*Description of the task*.
What is needed is an exact transcription of every record below.

Dataset excerpts:
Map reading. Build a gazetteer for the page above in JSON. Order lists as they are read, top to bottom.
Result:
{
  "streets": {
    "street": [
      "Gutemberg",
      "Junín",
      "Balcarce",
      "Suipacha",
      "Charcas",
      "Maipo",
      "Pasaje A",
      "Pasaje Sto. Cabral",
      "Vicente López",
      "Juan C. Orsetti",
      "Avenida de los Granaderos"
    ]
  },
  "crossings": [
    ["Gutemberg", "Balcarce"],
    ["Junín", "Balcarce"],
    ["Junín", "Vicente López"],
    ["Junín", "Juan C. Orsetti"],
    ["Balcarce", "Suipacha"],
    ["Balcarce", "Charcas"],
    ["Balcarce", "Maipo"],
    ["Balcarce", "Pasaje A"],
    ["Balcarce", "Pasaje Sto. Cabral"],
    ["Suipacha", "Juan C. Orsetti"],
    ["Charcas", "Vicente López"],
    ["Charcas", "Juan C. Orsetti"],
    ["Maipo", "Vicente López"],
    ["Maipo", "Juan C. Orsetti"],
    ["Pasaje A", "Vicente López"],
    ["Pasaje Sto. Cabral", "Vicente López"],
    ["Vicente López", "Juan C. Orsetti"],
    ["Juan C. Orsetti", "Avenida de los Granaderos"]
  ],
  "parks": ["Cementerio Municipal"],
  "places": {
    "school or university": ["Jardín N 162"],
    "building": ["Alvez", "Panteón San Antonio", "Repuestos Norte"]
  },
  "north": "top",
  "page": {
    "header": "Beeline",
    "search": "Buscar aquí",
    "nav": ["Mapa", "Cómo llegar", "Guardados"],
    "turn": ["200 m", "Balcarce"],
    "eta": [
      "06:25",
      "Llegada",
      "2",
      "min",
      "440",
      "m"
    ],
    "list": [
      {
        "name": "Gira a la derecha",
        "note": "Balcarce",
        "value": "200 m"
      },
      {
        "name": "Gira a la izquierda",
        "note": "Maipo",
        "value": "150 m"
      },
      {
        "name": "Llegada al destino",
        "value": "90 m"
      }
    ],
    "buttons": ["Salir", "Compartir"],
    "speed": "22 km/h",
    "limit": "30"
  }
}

*Output for this task*.
Map reading. Build a gazetteer for the page above in JSON. Order lists as they are read, top to bottom.
Result:
{
  "streets": {
    "street": [
      "Gutemberg",
      "Junín",
      "Balcarce",
      "Suipacha",
      "Charcas",
      "Maipo",
      "Pasaje A",
      "Pasaje Sto. Cabral",
      "Vicente López",
      "Juan C. Orsetti",
      "Avenida de los Granaderos"
    ]
  },
  "crossings": [
    ["Gutemberg", "Balcarce"],
    ["Junín", "Balcarce"],
    ["Junín", "Vicente López"],
    ["Junín", "Juan C. Orsetti"],
    ["Balcarce", "Suipacha"],
    ["Balcarce", "Charcas"],
    ["Balcarce", "Maipo"],
    ["Balcarce", "Pasaje A"],
    ["Balcarce", "Pasaje Sto. Cabral"],
    ["Suipacha", "Juan C. Orsetti"],
    ["Charcas", "Vicente López"],
    ["Charcas", "Juan C. Orsetti"],
    ["Maipo", "Vicente López"],
    ["Maipo", "Juan C. Orsetti"],
    ["Pasaje A", "Vicente López"],
    ["Pasaje Sto. Cabral", "Vicente López"],
    ["Vicente López", "Juan C. Orsetti"],
    ["Juan C. Orsetti", "Avenida de los Granaderos"]
  ],
  "parks": ["Cementerio Municipal"],
  "places": {
    "school or university": ["Jardín N 162"],
    "building": ["Alvez", "Panteón San Antonio", "Repuestos Norte"]
  },
  "north": "top",
  "page": {
    "header": "Beeline",
    "search": "Buscar aquí",
    "nav": ["Mapa", "Cómo llegar", "Guardados"],
    "turn": ["200 m", "Balcarce"],
    "eta": [
      "06:25",
      "Llegada",
      "2",
      "min",
      "440",
      "m"
    ],
    "list": [
      {
        "name": "Gira a la derecha",
        "note": "Balcarce",
        "value": "200 m"
      },
      {
        "name": "Gira a la izquierda",
        "note": "Maipo",
        "value": "150 m"
      },
      {
        "name": "Llegada al destino",
        "value": "90 m"
      }
    ],
    "buttons": ["Salir", "Compartir"],
    "speed": "22 km/h",
    "limit": "30"
  }
}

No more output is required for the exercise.